- _What is expected_: Out of all the lines below, count those with the word "Village". Give the number only.

- _Source material_:
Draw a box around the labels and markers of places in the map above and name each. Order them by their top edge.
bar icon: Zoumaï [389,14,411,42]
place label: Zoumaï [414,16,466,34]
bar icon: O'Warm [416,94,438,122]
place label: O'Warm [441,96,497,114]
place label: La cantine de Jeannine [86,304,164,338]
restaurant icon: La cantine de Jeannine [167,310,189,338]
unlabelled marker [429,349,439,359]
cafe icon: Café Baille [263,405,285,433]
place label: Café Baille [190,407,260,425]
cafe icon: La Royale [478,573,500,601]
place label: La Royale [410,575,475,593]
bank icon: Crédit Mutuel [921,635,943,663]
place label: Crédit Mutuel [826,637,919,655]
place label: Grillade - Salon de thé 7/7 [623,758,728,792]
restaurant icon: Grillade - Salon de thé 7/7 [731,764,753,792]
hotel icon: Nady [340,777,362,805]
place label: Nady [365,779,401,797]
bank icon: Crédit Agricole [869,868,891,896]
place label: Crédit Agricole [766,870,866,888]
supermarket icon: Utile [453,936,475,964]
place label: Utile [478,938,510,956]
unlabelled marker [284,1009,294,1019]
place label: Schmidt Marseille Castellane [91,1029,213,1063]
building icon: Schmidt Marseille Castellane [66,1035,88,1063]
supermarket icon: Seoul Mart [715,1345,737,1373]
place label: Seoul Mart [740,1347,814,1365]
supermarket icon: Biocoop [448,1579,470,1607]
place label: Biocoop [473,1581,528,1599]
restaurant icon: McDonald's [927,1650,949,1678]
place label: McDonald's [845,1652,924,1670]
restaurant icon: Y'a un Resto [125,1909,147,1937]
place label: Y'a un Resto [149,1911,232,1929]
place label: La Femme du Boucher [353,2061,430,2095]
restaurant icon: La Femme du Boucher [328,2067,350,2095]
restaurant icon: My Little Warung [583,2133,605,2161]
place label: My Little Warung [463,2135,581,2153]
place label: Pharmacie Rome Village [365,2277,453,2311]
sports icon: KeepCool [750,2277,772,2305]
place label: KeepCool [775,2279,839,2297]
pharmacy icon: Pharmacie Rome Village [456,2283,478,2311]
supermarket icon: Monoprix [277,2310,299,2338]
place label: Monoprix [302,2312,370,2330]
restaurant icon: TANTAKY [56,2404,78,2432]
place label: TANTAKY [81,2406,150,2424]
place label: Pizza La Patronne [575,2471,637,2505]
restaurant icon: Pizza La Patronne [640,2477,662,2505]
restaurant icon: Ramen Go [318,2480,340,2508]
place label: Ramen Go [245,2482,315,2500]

- _Task result_: 2